Whether or not you're a gamer, the detection of malware infestation on the Sony USA PlayStation Web site should give you pause. Compromises of popular commercial sites -- the sorts that employees and family members might visit, even if you don't -- are precisely the sort of thing that can have anything but a playful effect on your business.

Keith Ferrell, Contributor

July 2, 2008

2 Min Read

Whether or not you're a gamer, the detection of malware infestation on the Sony USA PlayStation Web site should give you pause.
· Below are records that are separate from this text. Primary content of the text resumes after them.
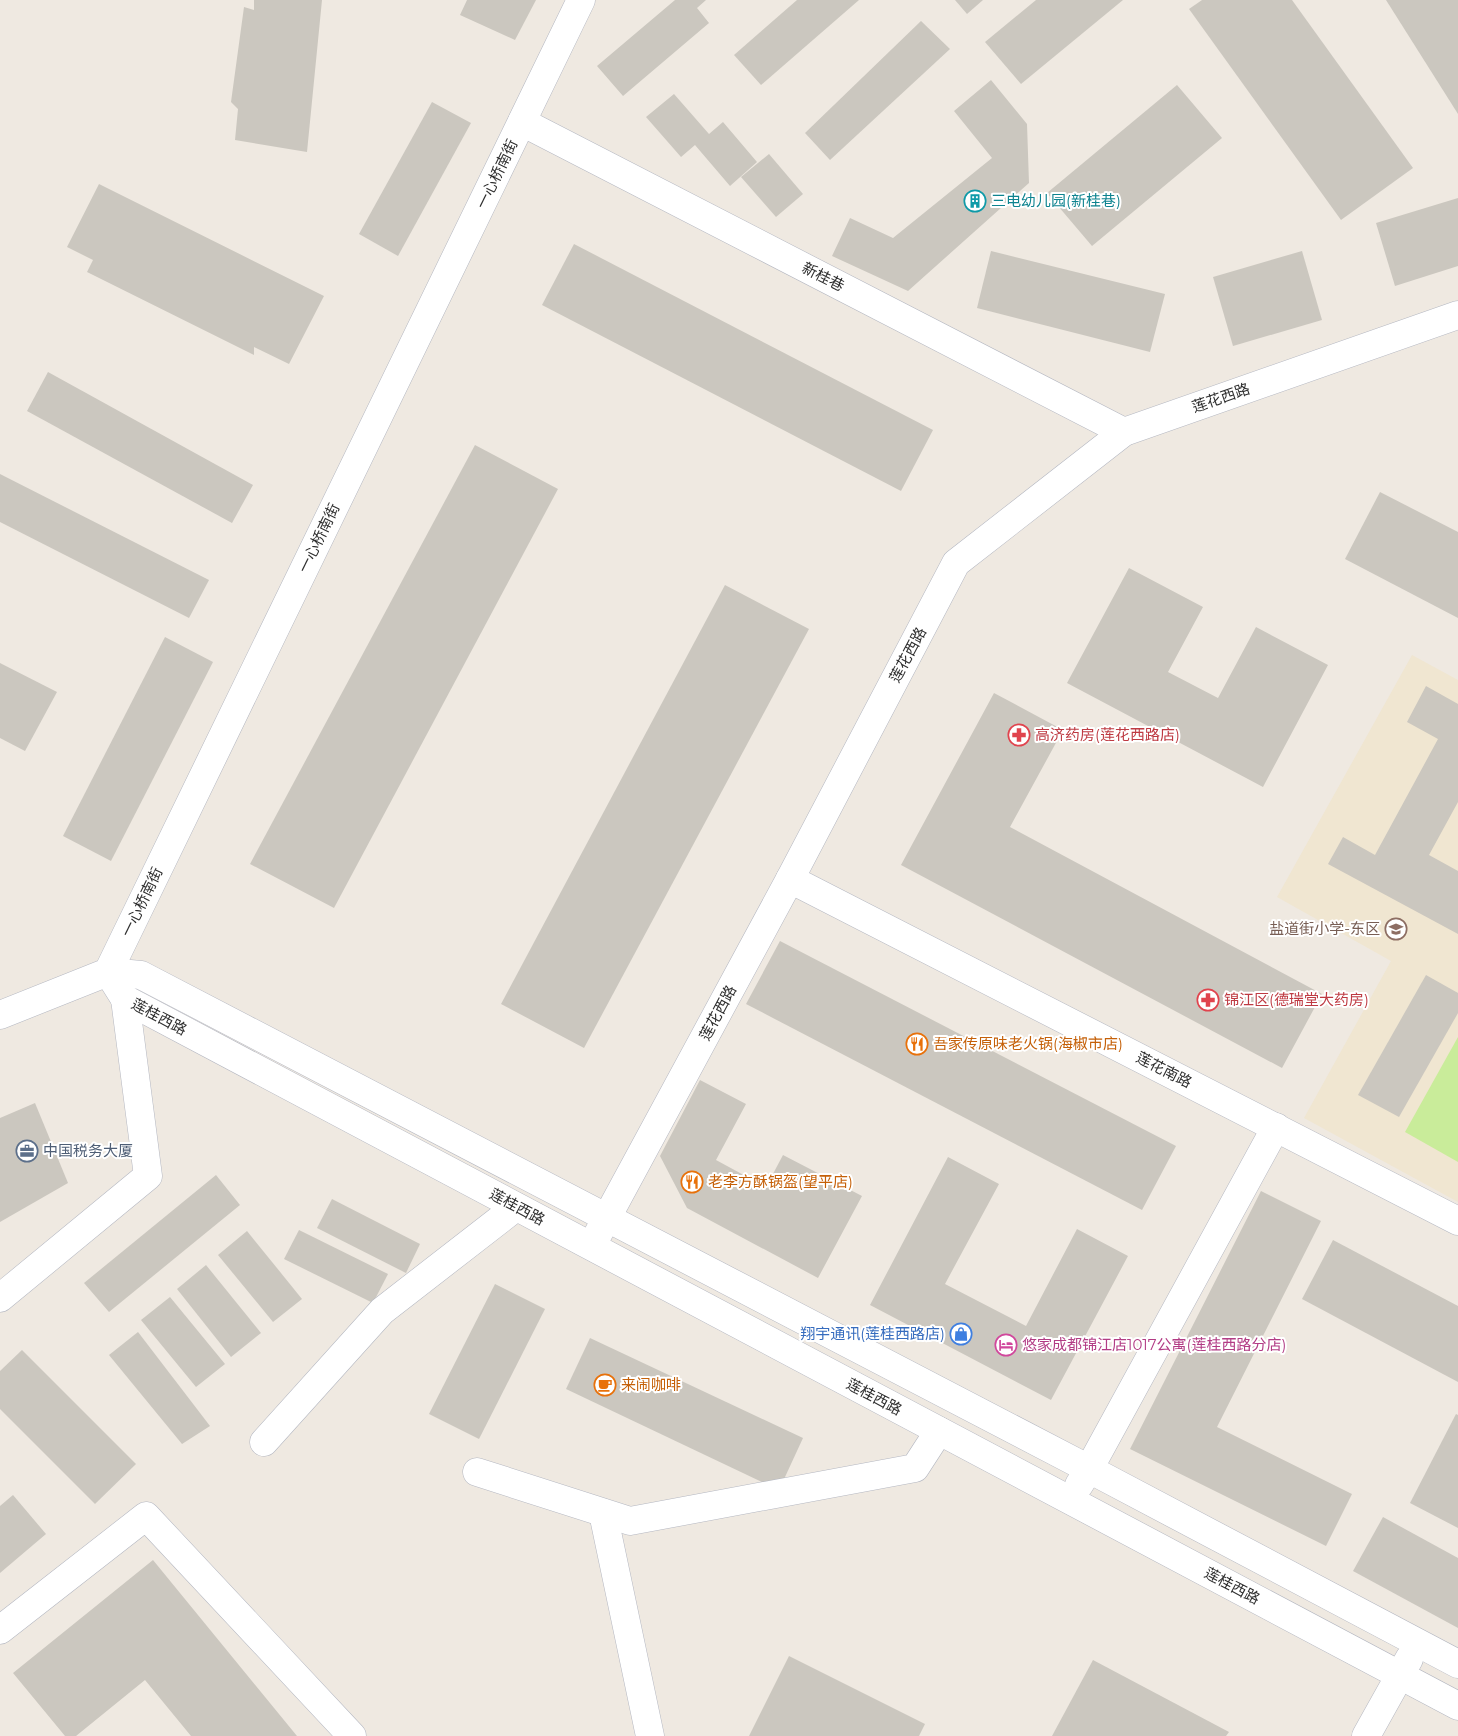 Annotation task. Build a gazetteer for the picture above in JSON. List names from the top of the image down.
{
  "streets": {
    "street": [
      "一心桥南街",
      "新桂巷",
      "莲花西路",
      "莲桂西路",
      "莲花南路"
    ]
  },
  "crossings": [
    ["一心桥南街", "新桂巷"],
    ["一心桥南街", "莲桂西路"],
    ["新桂巷", "莲花西路"],
    ["莲花西路", "莲桂西路"],
    ["莲花西路", "莲花南路"]
  ],
  "places": {
    "building": ["三电幼儿园(新桂巷)"],
    "pharmacy": ["高济药房(莲花西路店)", "锦江区(德瑞堂大药房)"],
    "school or university": ["盐道街小学-东区"],
    "restaurant": ["吾家传原味老火锅(海椒市店)", "老李方酥锅盔(望平店)"],
    "office": ["中国税务大厦"],
    "shop": ["翔宇通讯(莲桂西路店)"],
    "hotel": ["悠家成都锦江店1017公寓(莲桂西路分店)"],
    "cafe": ["来闹咖啡"]
  }
}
Compromises of popular commercial sites -- the sorts that employees and family members might visit, even if you don't -- are precisely the sort of thing that can have anything but a playful effect on your business.Security firm Sophos identified the PS3 site infection as one that launches a fake anti-virus scan on the visitor's PC and then tries to get users to buy fake anti-virusware.

It's yet another SQL-injection attack, one of so many "yet anothers" that Microsoft issued this advisory about them.

What caught my attention about this one in particular -- they're all bad -- was, of course, the PlayStation connection.

But that, as they say, is just detail, where the devils live. It could be any large, extremely popular and essentially "acceptable" (i.e., not porn) consumer site that employees may feel free to visit on their own time on your equipment.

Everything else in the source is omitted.